WHAT NEEDS TO BE DONE —
Write out exactly, and only, the lines from the one containing "M 282,1171 L" through the last line of the listing below.

DATA EXTRACTS —
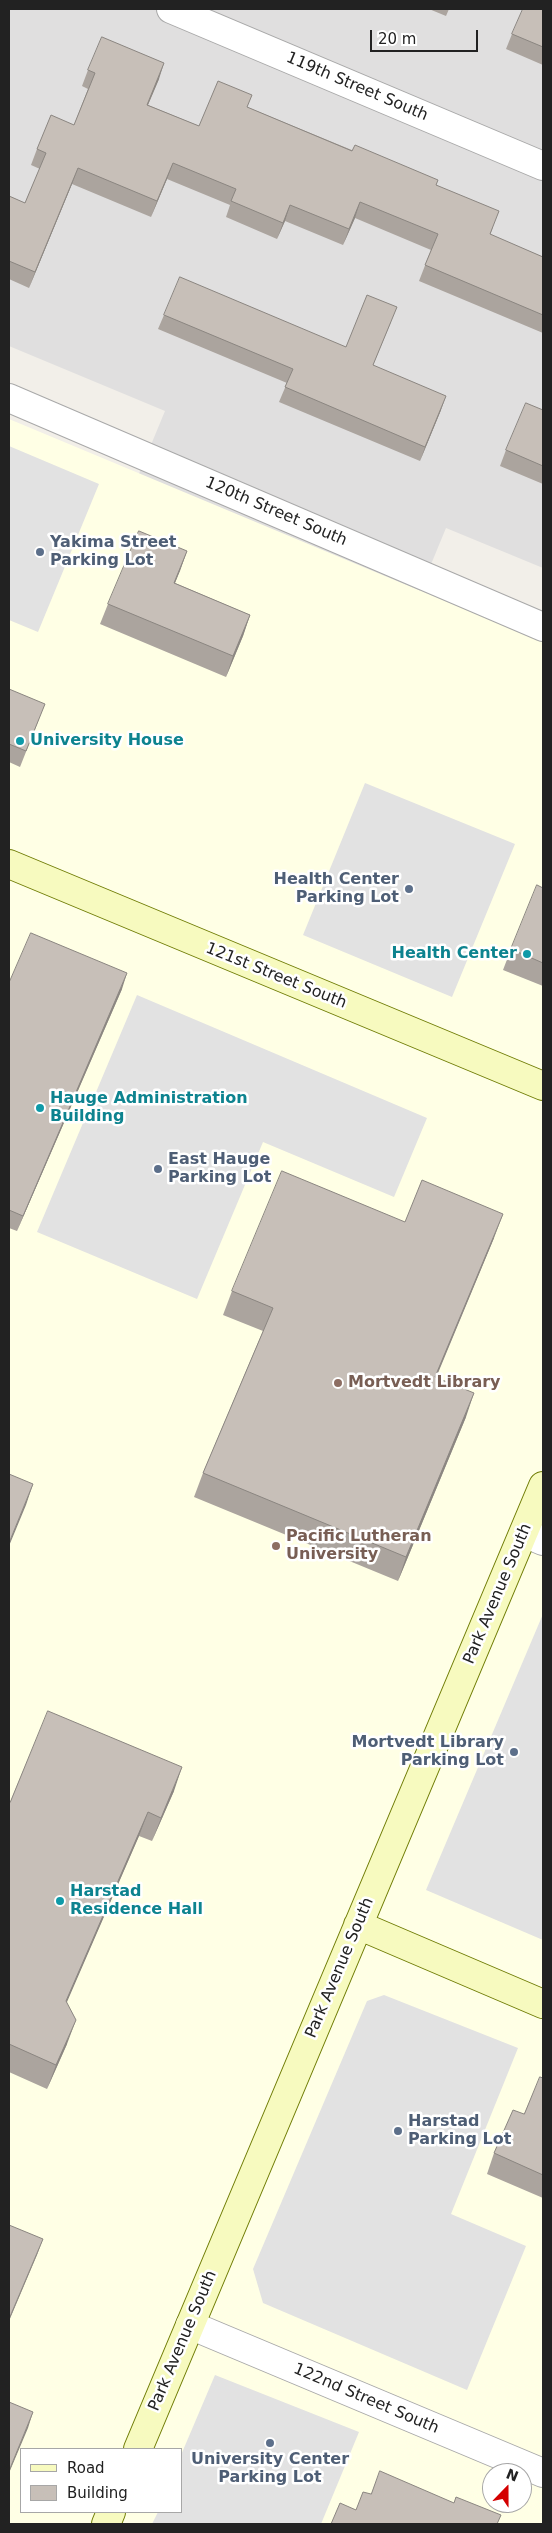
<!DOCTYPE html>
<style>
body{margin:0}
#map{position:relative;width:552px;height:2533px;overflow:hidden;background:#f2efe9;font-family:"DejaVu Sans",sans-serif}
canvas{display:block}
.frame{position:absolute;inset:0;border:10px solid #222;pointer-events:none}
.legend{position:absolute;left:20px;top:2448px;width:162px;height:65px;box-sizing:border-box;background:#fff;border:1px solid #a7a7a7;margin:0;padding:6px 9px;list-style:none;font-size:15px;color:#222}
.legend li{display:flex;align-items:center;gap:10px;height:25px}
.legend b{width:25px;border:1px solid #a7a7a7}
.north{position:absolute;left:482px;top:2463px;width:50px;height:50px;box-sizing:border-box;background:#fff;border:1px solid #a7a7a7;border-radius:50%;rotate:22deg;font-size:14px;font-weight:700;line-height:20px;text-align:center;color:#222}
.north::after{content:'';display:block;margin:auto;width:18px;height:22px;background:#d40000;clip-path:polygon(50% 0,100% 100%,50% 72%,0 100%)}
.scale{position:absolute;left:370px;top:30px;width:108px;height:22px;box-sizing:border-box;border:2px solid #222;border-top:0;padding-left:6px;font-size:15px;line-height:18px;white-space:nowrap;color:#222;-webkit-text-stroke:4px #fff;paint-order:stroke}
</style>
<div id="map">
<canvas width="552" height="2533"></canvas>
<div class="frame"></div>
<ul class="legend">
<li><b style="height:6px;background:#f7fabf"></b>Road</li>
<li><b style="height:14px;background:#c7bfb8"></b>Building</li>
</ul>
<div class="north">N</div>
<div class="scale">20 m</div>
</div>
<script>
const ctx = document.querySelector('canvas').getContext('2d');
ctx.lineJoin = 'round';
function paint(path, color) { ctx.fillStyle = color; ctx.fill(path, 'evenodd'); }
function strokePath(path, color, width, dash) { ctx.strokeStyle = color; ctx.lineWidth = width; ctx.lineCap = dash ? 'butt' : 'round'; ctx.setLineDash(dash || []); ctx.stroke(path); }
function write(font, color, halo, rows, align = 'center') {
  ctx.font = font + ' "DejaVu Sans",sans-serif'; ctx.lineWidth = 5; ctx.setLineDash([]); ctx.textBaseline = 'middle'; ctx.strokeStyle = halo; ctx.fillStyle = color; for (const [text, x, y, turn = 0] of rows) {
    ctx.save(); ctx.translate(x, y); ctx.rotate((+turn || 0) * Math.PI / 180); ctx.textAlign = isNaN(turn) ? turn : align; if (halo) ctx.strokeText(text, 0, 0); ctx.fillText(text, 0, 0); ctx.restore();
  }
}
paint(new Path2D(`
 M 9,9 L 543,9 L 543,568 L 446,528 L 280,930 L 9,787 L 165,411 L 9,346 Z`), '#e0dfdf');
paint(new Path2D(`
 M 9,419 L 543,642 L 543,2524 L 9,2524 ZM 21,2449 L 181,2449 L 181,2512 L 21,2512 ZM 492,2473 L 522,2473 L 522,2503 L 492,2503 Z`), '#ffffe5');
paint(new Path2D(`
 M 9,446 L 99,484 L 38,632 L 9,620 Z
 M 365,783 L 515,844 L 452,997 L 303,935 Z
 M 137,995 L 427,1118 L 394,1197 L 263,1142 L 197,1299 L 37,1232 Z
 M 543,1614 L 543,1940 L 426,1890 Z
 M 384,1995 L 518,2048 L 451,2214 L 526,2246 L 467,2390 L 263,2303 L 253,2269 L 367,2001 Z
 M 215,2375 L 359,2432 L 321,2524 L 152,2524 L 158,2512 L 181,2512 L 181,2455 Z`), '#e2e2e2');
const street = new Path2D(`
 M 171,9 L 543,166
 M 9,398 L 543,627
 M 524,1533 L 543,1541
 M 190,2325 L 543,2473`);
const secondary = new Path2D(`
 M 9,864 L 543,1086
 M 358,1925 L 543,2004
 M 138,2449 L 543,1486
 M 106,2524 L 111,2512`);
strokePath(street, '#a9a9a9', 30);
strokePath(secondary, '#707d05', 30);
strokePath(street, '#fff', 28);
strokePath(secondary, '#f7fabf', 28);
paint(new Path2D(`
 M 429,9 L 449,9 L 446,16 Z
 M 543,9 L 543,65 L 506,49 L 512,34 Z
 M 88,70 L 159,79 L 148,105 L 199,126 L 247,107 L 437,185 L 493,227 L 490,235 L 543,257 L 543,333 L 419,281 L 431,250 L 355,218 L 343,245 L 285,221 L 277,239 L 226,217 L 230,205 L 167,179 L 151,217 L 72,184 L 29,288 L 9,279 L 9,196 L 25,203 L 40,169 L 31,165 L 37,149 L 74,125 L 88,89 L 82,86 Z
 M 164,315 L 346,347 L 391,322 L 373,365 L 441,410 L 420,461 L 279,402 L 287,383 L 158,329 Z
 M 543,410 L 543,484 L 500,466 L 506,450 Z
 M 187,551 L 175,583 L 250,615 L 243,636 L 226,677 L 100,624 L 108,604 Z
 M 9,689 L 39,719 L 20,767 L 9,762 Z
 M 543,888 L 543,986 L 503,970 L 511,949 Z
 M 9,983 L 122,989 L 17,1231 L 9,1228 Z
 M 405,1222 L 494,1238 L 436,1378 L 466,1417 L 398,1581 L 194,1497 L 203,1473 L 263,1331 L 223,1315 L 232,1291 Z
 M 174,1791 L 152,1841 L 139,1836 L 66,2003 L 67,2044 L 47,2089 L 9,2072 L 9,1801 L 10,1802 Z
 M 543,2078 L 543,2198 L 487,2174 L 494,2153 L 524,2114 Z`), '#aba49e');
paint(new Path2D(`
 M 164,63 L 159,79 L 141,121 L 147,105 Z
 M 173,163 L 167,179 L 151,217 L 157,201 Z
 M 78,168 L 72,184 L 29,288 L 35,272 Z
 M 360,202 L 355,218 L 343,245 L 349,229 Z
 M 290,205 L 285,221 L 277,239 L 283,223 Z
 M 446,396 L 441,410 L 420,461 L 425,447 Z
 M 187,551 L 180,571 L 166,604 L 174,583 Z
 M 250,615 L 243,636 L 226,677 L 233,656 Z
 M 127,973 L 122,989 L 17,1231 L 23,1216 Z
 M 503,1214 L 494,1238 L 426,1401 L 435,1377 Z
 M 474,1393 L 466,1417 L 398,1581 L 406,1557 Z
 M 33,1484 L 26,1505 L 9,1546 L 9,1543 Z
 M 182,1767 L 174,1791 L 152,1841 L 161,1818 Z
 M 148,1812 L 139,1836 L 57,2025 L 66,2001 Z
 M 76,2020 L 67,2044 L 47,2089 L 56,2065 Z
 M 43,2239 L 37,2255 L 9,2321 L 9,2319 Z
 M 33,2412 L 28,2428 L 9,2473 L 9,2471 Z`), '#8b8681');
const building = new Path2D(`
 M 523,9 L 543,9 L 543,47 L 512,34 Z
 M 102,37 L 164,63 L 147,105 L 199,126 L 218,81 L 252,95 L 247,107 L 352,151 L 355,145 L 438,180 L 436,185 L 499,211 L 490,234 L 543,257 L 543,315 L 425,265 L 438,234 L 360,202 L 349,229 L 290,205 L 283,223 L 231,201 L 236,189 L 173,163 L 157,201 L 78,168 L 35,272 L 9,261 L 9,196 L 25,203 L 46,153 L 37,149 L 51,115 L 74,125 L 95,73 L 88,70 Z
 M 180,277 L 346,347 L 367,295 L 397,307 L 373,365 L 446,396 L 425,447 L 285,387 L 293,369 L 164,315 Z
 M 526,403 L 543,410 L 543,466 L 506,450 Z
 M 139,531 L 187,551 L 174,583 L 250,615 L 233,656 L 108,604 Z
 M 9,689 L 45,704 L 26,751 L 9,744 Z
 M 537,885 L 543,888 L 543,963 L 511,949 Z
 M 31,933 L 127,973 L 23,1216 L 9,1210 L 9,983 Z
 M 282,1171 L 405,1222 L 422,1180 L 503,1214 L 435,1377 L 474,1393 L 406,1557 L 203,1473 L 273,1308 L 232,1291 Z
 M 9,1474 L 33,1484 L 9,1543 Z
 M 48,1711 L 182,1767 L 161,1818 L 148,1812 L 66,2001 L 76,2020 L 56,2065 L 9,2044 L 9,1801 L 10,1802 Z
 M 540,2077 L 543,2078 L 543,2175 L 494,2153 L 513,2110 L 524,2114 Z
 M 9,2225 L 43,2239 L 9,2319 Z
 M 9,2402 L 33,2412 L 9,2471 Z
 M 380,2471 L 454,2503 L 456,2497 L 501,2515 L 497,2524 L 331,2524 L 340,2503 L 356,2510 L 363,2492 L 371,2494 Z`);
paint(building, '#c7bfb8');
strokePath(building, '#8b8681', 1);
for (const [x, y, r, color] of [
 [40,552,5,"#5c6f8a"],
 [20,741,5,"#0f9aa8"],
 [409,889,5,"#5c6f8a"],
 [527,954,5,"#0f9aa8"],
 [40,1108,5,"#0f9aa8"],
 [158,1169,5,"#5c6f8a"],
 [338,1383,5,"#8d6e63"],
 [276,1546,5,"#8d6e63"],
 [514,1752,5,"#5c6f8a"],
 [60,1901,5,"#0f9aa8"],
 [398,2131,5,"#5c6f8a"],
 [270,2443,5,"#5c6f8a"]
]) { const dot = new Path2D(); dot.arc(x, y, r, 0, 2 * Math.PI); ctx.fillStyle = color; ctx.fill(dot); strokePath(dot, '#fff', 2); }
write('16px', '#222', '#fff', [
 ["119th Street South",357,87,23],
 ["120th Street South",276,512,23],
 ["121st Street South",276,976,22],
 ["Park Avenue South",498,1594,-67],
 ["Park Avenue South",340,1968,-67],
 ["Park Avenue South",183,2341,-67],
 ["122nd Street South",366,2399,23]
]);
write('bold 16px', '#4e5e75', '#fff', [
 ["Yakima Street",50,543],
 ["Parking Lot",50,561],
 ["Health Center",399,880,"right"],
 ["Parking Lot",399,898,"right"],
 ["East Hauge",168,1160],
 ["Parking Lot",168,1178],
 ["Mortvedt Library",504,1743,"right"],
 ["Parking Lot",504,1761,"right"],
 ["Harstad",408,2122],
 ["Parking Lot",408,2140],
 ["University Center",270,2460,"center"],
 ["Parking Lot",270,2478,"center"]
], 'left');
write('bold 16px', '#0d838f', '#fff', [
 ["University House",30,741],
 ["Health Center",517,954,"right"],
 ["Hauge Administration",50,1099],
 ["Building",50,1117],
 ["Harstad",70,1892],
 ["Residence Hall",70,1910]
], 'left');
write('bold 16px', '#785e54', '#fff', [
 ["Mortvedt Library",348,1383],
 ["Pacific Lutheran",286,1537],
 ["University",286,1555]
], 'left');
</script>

EXPECTED OUTPUT —
 M 282,1171 L 405,1222 L 422,1180 L 503,1214 L 435,1377 L 474,1393 L 406,1557 L 203,1473 L 273,1308 L 232,1291 Z
 M 9,1474 L 33,1484 L 9,1543 Z
 M 48,1711 L 182,1767 L 161,1818 L 148,1812 L 66,2001 L 76,2020 L 56,2065 L 9,2044 L 9,1801 L 10,1802 Z
 M 540,2077 L 543,2078 L 543,2175 L 494,2153 L 513,2110 L 524,2114 Z
 M 9,2225 L 43,2239 L 9,2319 Z
 M 9,2402 L 33,2412 L 9,2471 Z
 M 380,2471 L 454,2503 L 456,2497 L 501,2515 L 497,2524 L 331,2524 L 340,2503 L 356,2510 L 363,2492 L 371,2494 Z`);
paint(building, '#c7bfb8');
strokePath(building, '#8b8681', 1);
for (const [x, y, r, color] of [
 [40,552,5,"#5c6f8a"],
 [20,741,5,"#0f9aa8"],
 [409,889,5,"#5c6f8a"],
 [527,954,5,"#0f9aa8"],
 [40,1108,5,"#0f9aa8"],
 [158,1169,5,"#5c6f8a"],
 [338,1383,5,"#8d6e63"],
 [276,1546,5,"#8d6e63"],
 [514,1752,5,"#5c6f8a"],
 [60,1901,5,"#0f9aa8"],
 [398,2131,5,"#5c6f8a"],
 [270,2443,5,"#5c6f8a"]
]) { const dot = new Path2D(); dot.arc(x, y, r, 0, 2 * Math.PI); ctx.fillStyle = color; ctx.fill(dot); strokePath(dot, '#fff', 2); }
write('16px', '#222', '#fff', [
 ["119th Street South",357,87,23],
 ["120th Street South",276,512,23],
 ["121st Street South",276,976,22],
 ["Park Avenue South",498,1594,-67],
 ["Park Avenue South",340,1968,-67],
 ["Park Avenue South",183,2341,-67],
 ["122nd Street South",366,2399,23]
]);
write('bold 16px', '#4e5e75', '#fff', [
 ["Yakima Street",50,543],
 ["Parking Lot",50,561],
 ["Health Center",399,880,"right"],
 ["Parking Lot",399,898,"right"],
 ["East Hauge",168,1160],
 ["Parking Lot",168,1178],
 ["Mortvedt Library",504,1743,"right"],
 ["Parking Lot",504,1761,"right"],
 ["Harstad",408,2122],
 ["Parking Lot",408,2140],
 ["University Center",270,2460,"center"],
 ["Parking Lot",270,2478,"center"]
], 'left');
write('bold 16px', '#0d838f', '#fff', [
 ["University House",30,741],
 ["Health Center",517,954,"right"],
 ["Hauge Administration",50,1099],
 ["Building",50,1117],
 ["Harstad",70,1892],
 ["Residence Hall",70,1910]
], 'left');
write('bold 16px', '#785e54', '#fff', [
 ["Mortvedt Library",348,1383],
 ["Pacific Lutheran",286,1537],
 ["University",286,1555]
], 'left');
</script>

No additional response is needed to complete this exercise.